### RECORDED INFORMATION ###

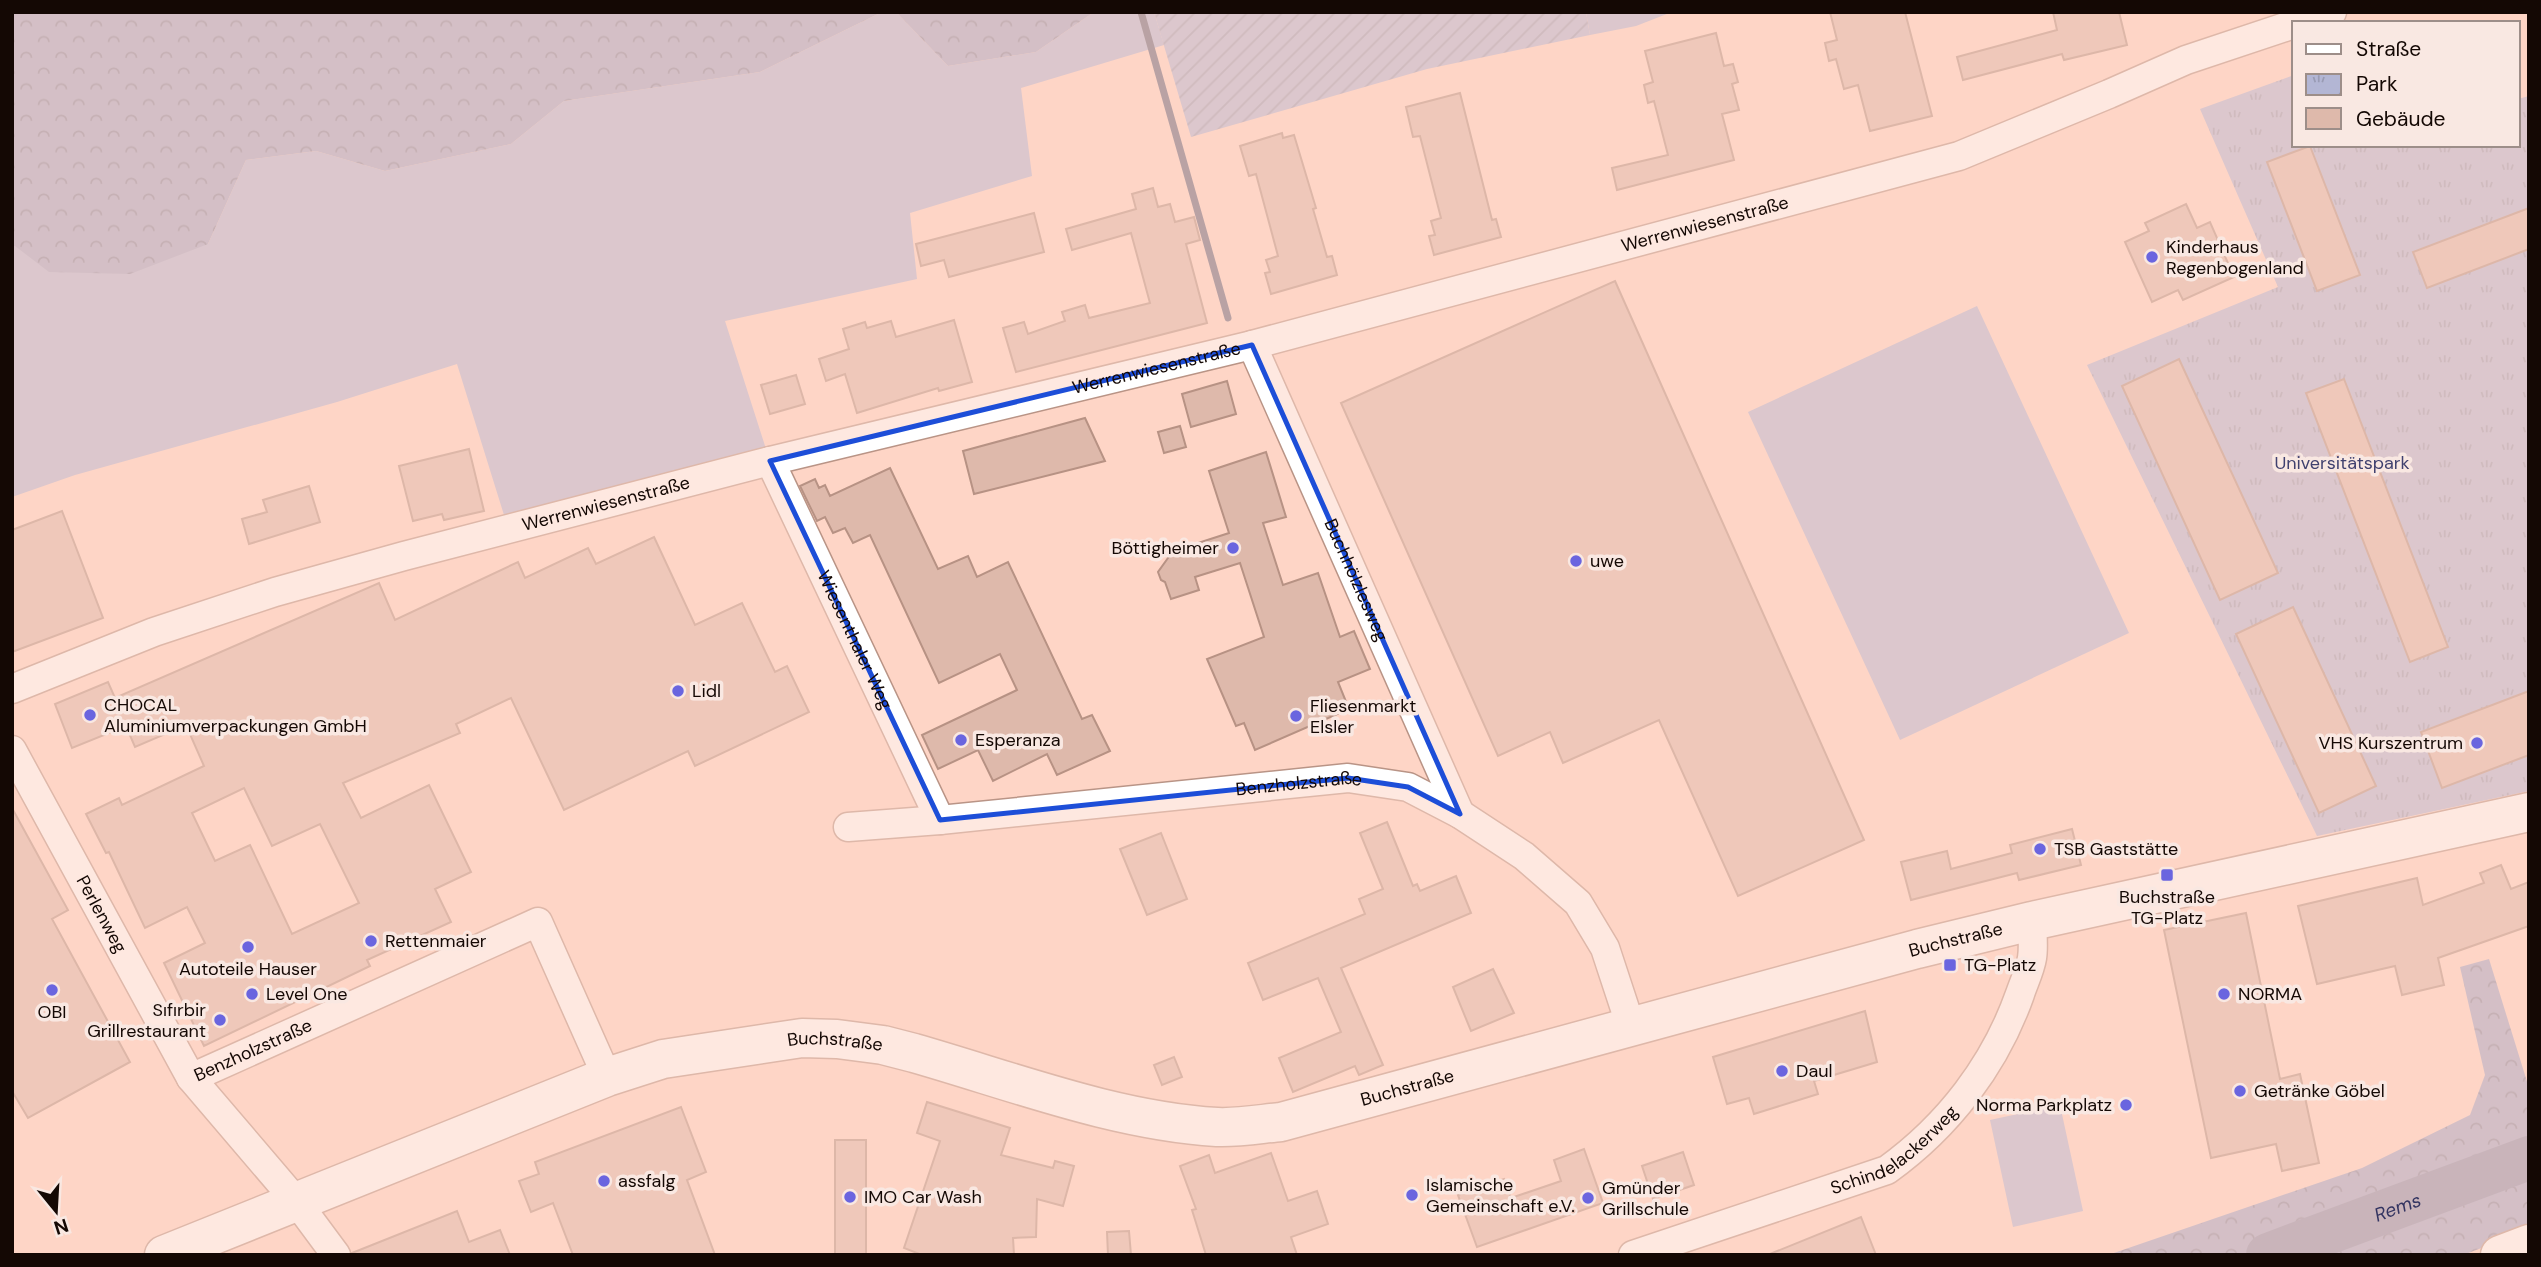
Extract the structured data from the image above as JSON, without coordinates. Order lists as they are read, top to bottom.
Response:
{
  "streets": {
    "street": [
      "Werrenwiesenstraße",
      "Buchhölzlesweg",
      "Wiesenthaler Weg",
      "Benzholzstraße",
      "Perlenweg",
      "Buchstraße",
      "Schindelackerweg"
    ]
  },
  "crossings": [
    ["Werrenwiesenstraße", "Buchhölzlesweg"],
    ["Werrenwiesenstraße", "Wiesenthaler Weg"],
    ["Buchhölzlesweg", "Benzholzstraße"],
    ["Wiesenthaler Weg", "Benzholzstraße"],
    ["Benzholzstraße", "Perlenweg"],
    ["Benzholzstraße", "Buchstraße"],
    ["Buchstraße", "Schindelackerweg"]
  ],
  "water": ["Rems"],
  "parks": ["Universitätspark"],
  "places": {
    "other": [
      "Kinderhaus Regenbogenland",
      "Böttigheimer",
      "uwe",
      "Lidl",
      "CHOCAL Aluminiumverpackungen GmbH",
      "Fliesenmarkt Elsler",
      "Esperanza",
      "VHS Kurszentrum",
      "TSB Gaststätte",
      "Rettenmaier",
      "Autoteile Hauser",
      "OBI",
      "Level One",
      "NORMA",
      "Sıfırbir Grillrestaurant",
      "Daul",
      "Getränke Göbel",
      "Norma Parkplatz",
      "assfalg",
      "Islamische Gemeinschaft e.V.",
      "IMO Car Wash",
      "Gmünder Grillschule"
    ],
    "transit": ["Buchstraße TG-Platz", "TG-Platz"]
  },
  "legend": ["Straße", "Park", "Gebäude"],
  "north": "bottom"
}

###

ASSIGNED TASK: Repeat the material verbatim but without any of its pictures.

OUTPUT FOR THIS TASK:
Extract the structured data from the image above as JSON, without coordinates. Order lists as they are read, top to bottom.
Response:
{
  "streets": {
    "street": [
      "Werrenwiesenstraße",
      "Buchhölzlesweg",
      "Wiesenthaler Weg",
      "Benzholzstraße",
      "Perlenweg",
      "Buchstraße",
      "Schindelackerweg"
    ]
  },
  "crossings": [
    ["Werrenwiesenstraße", "Buchhölzlesweg"],
    ["Werrenwiesenstraße", "Wiesenthaler Weg"],
    ["Buchhölzlesweg", "Benzholzstraße"],
    ["Wiesenthaler Weg", "Benzholzstraße"],
    ["Benzholzstraße", "Perlenweg"],
    ["Benzholzstraße", "Buchstraße"],
    ["Buchstraße", "Schindelackerweg"]
  ],
  "water": ["Rems"],
  "parks": ["Universitätspark"],
  "places": {
    "other": [
      "Kinderhaus Regenbogenland",
      "Böttigheimer",
      "uwe",
      "Lidl",
      "CHOCAL Aluminiumverpackungen GmbH",
      "Fliesenmarkt Elsler",
      "Esperanza",
      "VHS Kurszentrum",
      "TSB Gaststätte",
      "Rettenmaier",
      "Autoteile Hauser",
      "OBI",
      "Level One",
      "NORMA",
      "Sıfırbir Grillrestaurant",
      "Daul",
      "Getränke Göbel",
      "Norma Parkplatz",
      "assfalg",
      "Islamische Gemeinschaft e.V.",
      "IMO Car Wash",
      "Gmünder Grillschule"
    ],
    "transit": ["Buchstraße TG-Platz", "TG-Platz"]
  },
  "legend": ["Straße", "Park", "Gebäude"],
  "north": "bottom"
}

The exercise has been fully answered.